De son côté, l’ARS préfère temporiser. "L’ARS Île-de-France n’a pas été informée de la démarche de cette maison médicale qui semble risquée car très en avance de la phase de vérifications d’agrément et des annonces de schémas de stage. Il convient de rester prudents pour ne pas décevoir les habitants sur le nombre de docteurs juniors qui pourront être accueillis dans le département et au sein de cette maison de santé en particulier", répond-elle à Egora. A l’heure actuelle, seuls 58 % des effectifs en MSU sont couverts pour accueillir les DJ en novembre prochain en France. "On a déjà une dizaine de médecins généralistes au sein de la CPTS qui sont intéressés par ce process", note Jennifer Courtet.

Mais rien n’est gagné : sans patients supplémentaires, les Drs Mestat ne pourront pas accueillir de docteur junior. "D’autres généralistes se sont installés à Houilles et ils ont dû accueillir de nouveaux patients.
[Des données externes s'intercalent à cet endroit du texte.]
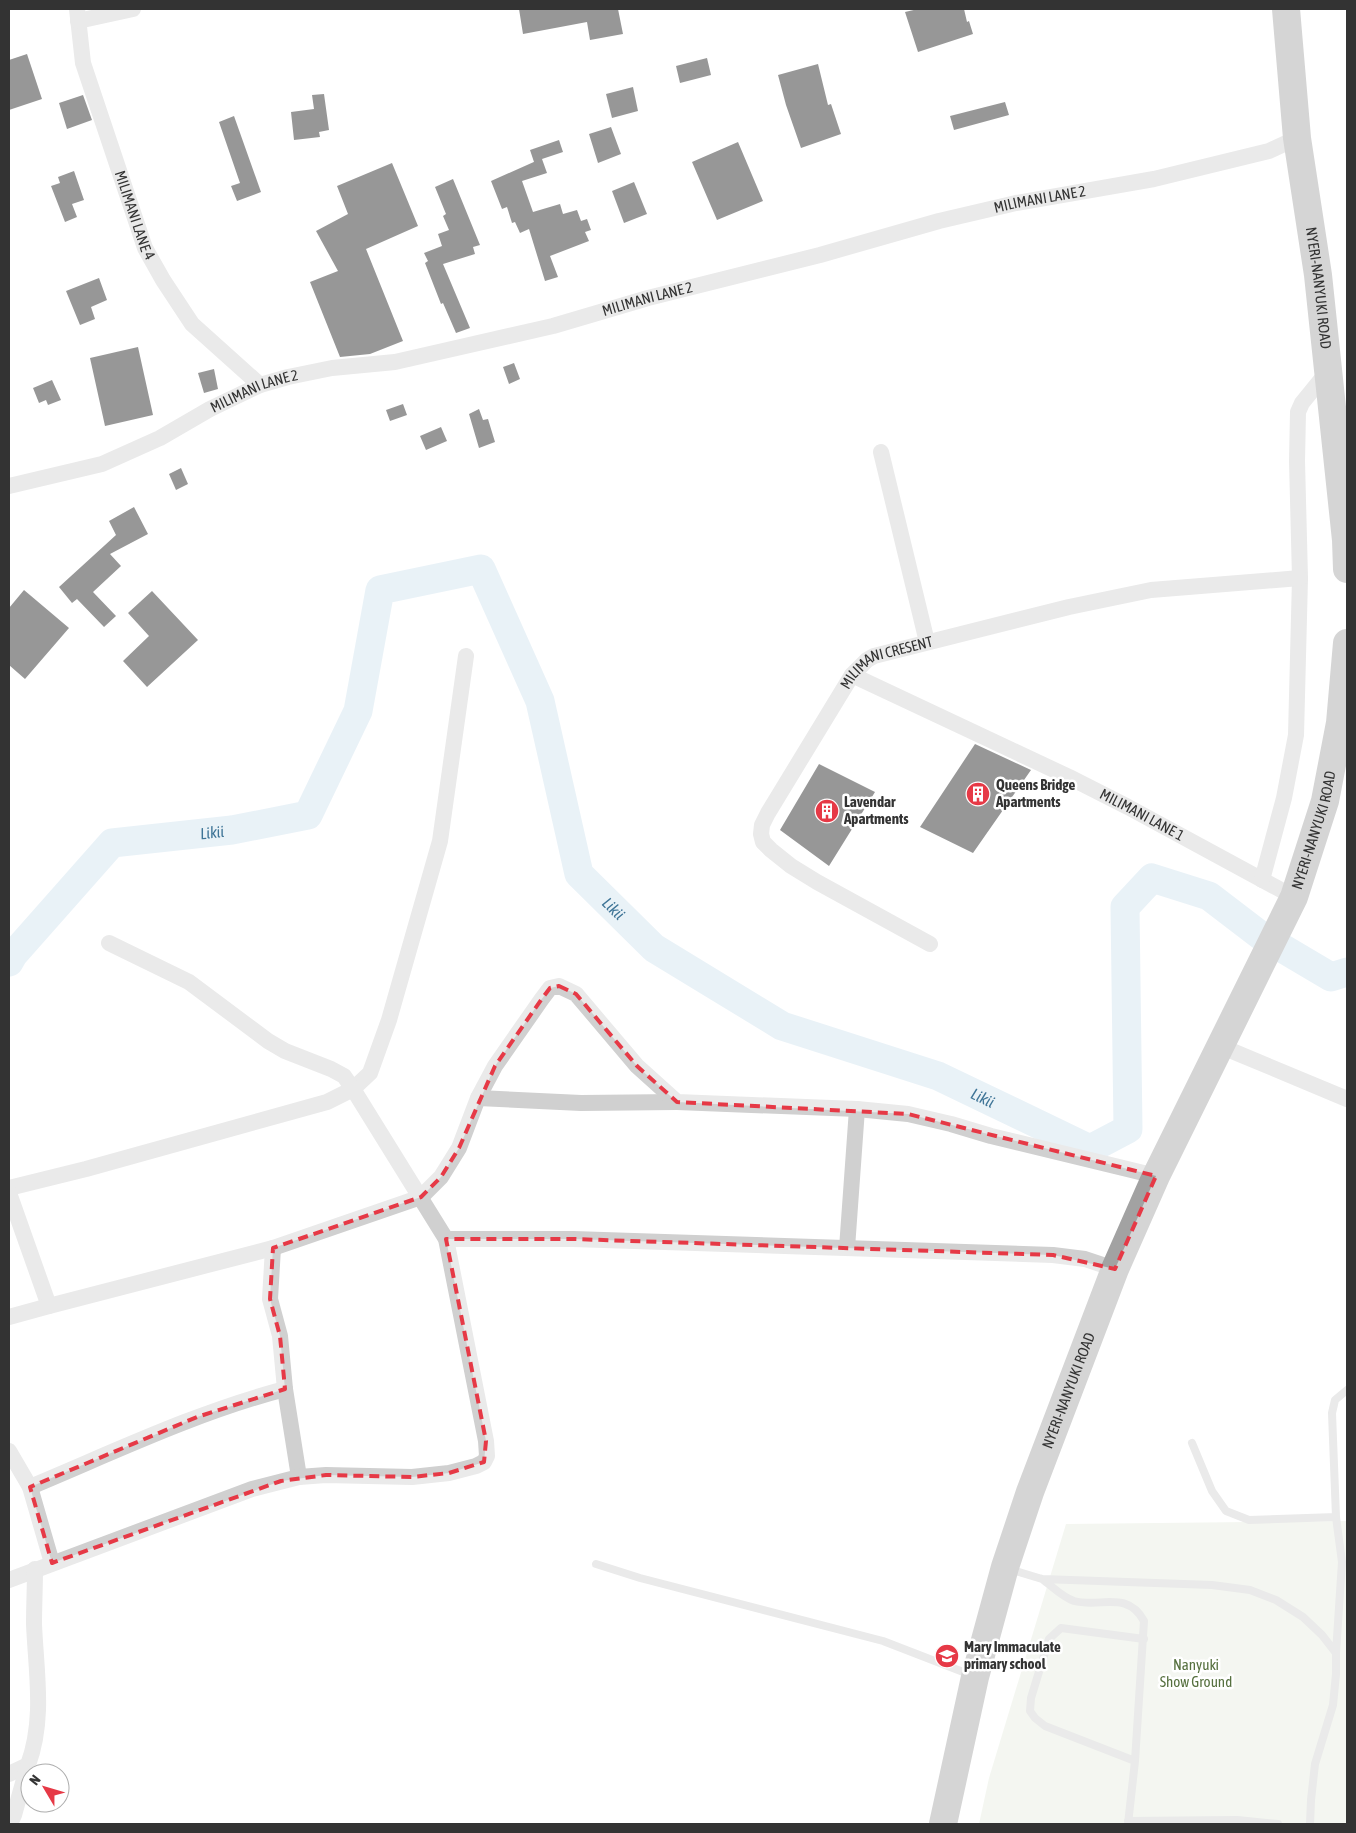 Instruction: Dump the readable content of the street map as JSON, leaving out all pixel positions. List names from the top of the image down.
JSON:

C’est peut-être pour ça qu’on ne recrute pas mais si ça ne se décante pas d’ici un mois et demi, soit on n’accueillera pas de DJ, au mieux un seul sur les deux, ou nous prendrons un Saspas", assume Pascal Mestat.

De son côté, Philippe Cavaleri espère lui aussi pouvoir accueillir un docteur junior mais surtout "dans une logique de succession". "Le projet des docteurs Mestat est grandiose. Moi, je suis proche de la retraite, je pense uniquement à ma succession et je sais que j’ai peu de chances de trouver." L’objectif serait d’accompagner le docteur junior pendant un an avant que celui-ci s’installe dans la maison de santé de la ville, dont les travaux ont débuté l’année dernière. Atika Bokhari l’assure, "les territoires ne nous lâchent pas" et "comprennent les enjeux". La représentante des futurs généralistes mise donc sur des actions locales pour attirer les MSU. De son côté, l’ARS IDF dit rester "en contact avec les différentes CPTS et les professionnels de santé des Yvelines disposant des agréments pour compléter les offres de stage dans les meilleurs délais en lien avec les doyens de la faculté de médecine". Quant aux patients, difficile de prédire ce qu’il adviendra pour eux.

 

*Le territoire de la CPTS couvre neuf communes du nord est des Yvelines : Maisons-Laffitte, Sartrouville, Houilles, Carrières-sur-Seine, Chatou, Croissy-sur-Seine, Le Vésinet, Montesson, Le Mesnil-le-Roi.

**Saspas : stage ambulatoire en soins primaires en autonomie supervisée.